Adding one more layer to an already dire situation; the World Health Organization has conceded to the possibility of COVID-19 airborne transmissions. Mounting evidence pointing to the airborne transmission of the Coronavirus has prompted the world health organization to consider the possibility of transmission in crowded and poorly ventilated spaces.
The concession comes after the release of an open letter from 239 scientists around the world titled Its Time to Address Airborne Transmission of COVID-19. The letter goes into detail about the airborne spread of Coronavirus and emphasizes that the World Health Organization needs to take this matter more seriously.
The letter states that:
“We are concerned that the lack of recognition of the risk of airborne transmission of COVID-19 and the lack of clear recommendations on the control measures against the airborne virus will have significant consequences: people may think that they are fully protected by adhering to the current recommendations, but in fact, additional airborne interventions are necessary for further reduction of infection risk,”
The danger of not recognizing the airborne spread of the virus means that we, to our knowledge, are adhering to the health regulations but in actuality, further regulatory measures that include airborne spread should be considered. The WHO states that the matter is still preliminary and that they are conducting further research.
With the lockdown regulations in South Africa increasingly loosening; people are getting back to work, students and children are going back to school and air travel slowly resuming, the virus potentially being airborne is a big deal.
What does airborne transmission mean?
Airborne transmission refers to microdroplets that become aerosolized when talking, laughing, exhaling, and coughing. These microdroplets can remain suspended in the air for long periods. A virus that is airborne transmitted will hang in the air in those microdroplets that are invisible to the naked eye. People can then inhale those particles and be at risk of contracting COVID-19.
Are you at risk of contracting COVID-19 through airborne transmission?
One of the issues, says the head of the School of Public Health & Family Medicine at UCT, Professor Landon Myer, is how much of the virus may be contained in a particle of different sizes and how infectious such a particle is.

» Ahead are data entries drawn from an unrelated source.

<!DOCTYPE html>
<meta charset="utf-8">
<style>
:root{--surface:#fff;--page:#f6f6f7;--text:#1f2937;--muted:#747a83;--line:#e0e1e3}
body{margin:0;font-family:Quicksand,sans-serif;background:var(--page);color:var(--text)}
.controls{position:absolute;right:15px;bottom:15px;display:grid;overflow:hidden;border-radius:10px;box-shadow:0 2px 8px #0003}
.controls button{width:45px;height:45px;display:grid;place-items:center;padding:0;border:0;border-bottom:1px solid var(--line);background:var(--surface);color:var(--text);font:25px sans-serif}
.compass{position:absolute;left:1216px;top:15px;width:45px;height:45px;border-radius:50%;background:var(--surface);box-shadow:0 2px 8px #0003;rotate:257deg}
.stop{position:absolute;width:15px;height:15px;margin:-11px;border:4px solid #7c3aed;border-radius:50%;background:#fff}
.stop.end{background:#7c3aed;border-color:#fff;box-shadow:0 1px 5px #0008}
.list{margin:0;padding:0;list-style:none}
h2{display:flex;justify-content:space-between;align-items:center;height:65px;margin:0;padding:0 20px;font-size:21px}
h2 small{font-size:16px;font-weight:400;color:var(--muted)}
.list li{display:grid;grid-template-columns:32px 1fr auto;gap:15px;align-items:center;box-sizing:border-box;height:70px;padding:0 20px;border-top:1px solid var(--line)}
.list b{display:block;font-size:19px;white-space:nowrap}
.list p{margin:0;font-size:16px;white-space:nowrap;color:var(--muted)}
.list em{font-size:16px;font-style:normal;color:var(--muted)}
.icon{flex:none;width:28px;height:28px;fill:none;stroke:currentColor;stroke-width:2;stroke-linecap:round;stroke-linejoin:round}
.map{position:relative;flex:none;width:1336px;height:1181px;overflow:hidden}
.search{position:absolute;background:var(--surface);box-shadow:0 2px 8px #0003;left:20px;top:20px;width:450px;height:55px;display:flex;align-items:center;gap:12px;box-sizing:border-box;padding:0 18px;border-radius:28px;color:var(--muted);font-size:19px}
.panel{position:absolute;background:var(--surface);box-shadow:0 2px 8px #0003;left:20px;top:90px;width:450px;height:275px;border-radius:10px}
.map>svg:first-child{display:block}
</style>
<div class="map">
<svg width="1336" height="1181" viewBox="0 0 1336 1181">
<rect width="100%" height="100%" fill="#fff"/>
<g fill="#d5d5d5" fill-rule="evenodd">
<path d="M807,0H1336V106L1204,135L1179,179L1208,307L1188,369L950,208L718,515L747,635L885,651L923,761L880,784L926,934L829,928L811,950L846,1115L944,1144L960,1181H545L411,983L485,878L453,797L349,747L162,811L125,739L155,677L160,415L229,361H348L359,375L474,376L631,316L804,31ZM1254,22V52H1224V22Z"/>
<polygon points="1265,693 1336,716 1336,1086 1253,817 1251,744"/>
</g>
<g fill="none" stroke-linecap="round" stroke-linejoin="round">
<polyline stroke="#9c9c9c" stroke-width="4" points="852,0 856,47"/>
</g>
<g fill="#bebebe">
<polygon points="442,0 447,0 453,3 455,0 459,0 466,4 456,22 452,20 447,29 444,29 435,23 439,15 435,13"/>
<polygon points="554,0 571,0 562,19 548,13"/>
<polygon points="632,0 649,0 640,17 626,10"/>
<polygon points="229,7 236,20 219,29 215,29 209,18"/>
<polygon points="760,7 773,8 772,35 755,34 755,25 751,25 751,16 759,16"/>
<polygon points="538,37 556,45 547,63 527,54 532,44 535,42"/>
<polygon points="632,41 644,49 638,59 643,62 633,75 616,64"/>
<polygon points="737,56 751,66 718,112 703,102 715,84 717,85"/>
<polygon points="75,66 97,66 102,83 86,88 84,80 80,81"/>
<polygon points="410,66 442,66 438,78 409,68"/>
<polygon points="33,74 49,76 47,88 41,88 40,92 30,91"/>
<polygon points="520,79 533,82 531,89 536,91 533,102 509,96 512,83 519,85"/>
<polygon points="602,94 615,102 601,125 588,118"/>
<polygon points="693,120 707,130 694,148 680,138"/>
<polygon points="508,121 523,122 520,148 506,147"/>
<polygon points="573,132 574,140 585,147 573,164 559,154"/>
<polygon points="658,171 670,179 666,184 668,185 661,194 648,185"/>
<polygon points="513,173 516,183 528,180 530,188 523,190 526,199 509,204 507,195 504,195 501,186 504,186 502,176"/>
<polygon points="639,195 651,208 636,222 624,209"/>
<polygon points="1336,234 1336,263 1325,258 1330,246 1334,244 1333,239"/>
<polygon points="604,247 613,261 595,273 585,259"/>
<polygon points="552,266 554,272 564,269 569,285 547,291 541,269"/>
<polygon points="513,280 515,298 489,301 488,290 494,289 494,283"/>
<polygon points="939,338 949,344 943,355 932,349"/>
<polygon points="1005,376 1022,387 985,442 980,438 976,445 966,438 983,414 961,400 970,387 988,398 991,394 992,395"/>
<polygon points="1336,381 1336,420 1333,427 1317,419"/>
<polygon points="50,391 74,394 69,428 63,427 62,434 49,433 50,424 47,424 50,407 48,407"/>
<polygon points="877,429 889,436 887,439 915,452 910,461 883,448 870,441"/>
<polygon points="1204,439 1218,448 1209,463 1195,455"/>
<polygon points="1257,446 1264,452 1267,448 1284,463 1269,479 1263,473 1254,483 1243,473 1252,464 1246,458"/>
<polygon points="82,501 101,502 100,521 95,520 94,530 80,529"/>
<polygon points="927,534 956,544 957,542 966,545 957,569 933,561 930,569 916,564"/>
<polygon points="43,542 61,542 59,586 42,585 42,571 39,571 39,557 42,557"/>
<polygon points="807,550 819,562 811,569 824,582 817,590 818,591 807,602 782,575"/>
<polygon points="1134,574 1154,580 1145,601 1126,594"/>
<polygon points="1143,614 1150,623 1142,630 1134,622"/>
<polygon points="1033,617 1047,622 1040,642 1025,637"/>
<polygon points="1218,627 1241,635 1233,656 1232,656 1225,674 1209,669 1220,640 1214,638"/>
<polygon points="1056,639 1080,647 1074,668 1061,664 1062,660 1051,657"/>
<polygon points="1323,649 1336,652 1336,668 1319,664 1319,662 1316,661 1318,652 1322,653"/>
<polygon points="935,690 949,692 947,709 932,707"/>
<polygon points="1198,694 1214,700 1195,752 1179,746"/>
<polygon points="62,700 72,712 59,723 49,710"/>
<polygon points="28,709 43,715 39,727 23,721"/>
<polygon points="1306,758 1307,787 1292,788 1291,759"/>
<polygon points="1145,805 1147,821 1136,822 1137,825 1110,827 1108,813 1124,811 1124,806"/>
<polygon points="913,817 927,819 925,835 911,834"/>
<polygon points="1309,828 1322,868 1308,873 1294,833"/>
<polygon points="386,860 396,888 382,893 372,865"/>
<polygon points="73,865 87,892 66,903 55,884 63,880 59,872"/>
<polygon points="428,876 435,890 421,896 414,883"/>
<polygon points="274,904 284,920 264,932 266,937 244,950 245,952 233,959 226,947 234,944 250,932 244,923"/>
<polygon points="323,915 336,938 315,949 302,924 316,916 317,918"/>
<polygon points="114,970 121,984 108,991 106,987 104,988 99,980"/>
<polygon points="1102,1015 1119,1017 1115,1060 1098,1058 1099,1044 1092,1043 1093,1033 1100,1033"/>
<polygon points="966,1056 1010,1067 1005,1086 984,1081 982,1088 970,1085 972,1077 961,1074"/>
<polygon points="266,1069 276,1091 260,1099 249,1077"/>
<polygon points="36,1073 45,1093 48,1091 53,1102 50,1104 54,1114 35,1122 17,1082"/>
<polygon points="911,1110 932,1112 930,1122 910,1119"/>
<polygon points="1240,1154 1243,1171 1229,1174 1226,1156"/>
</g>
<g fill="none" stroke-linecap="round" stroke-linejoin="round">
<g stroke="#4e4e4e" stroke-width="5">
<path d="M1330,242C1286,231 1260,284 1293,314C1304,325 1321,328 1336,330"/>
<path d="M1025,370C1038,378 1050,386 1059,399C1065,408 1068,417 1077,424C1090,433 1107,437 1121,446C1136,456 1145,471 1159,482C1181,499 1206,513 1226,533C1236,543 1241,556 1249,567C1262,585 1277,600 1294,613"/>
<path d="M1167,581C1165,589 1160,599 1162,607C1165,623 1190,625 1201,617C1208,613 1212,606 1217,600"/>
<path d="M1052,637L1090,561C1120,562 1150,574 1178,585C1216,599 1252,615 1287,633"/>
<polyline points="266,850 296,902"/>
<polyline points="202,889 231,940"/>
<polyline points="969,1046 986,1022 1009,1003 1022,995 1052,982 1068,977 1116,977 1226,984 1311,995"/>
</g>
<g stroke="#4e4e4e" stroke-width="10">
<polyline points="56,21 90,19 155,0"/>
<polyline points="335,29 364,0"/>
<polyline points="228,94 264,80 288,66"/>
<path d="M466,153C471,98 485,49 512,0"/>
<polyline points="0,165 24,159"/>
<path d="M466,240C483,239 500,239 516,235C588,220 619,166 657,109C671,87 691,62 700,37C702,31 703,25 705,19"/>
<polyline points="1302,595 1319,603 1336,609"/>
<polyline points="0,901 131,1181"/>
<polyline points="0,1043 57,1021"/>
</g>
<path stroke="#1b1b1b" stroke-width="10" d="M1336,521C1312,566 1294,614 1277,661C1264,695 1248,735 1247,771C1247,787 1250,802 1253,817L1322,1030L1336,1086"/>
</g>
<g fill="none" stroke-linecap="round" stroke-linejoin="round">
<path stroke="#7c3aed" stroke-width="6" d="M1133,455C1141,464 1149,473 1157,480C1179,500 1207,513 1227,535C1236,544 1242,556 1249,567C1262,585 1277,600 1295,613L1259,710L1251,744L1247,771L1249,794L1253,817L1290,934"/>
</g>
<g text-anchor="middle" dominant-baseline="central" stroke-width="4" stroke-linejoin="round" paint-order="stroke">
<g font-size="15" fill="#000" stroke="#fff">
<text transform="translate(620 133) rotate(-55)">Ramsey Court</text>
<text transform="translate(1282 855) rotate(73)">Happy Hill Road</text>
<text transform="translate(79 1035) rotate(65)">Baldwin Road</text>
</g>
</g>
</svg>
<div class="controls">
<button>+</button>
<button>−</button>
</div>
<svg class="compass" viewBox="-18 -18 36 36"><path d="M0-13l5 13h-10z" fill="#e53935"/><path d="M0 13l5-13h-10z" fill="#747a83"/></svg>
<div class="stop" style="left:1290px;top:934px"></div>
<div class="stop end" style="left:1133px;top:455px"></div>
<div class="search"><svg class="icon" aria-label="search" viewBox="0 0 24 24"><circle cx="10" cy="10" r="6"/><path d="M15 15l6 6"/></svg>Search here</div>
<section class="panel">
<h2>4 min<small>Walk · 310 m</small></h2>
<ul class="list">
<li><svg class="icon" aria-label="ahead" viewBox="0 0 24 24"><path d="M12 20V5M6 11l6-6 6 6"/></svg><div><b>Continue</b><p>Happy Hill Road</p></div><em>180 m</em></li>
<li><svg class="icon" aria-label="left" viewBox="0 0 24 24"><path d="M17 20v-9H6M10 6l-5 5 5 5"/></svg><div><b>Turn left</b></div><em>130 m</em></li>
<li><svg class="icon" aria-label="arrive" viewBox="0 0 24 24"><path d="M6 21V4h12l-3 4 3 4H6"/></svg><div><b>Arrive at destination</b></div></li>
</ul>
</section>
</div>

It’s unclear how many particles and the length of time you would have to inhale for you to get infected with COVID-19. With that being said, practising the highest level of caution, while the investigation is ongoing is essential. It’s always better to be safe.
The safety precautions to take to prevent airborne transmission of COVID-19:
In addition to standard COVID-19 safety regulations:
- Cleaning your hands often with soap and water, or an alcohol-based hand rub.
- Maintaining a safe distance from anyone who is coughing or sneezing.
- Wearing a mask when physical distancing is not possible.
- Not touching your eyes, nose or mouth.
- Covering your nose and mouth with your bent elbow or a tissue when you cough or sneeze.
- Staying home if you feel unwell.
- And if you have a fever, cough and difficulty breathing, seeking medical attention.
These are precautions you need to take into consideration pertaining to airborne transmissions:
- Provide sufficient and, effective ventilation (supply clean outdoor air, minimize recirculating air) particularly, in public buildings, workplace environments, schools, hospitals, and aged care homes.
- Supplement general ventilation with airborne infection controls such as local exhaust, high-efficiency air filtration, and germicidal ultraviolet lights.
- Avoid overcrowding, particularly in public transport and public buildings.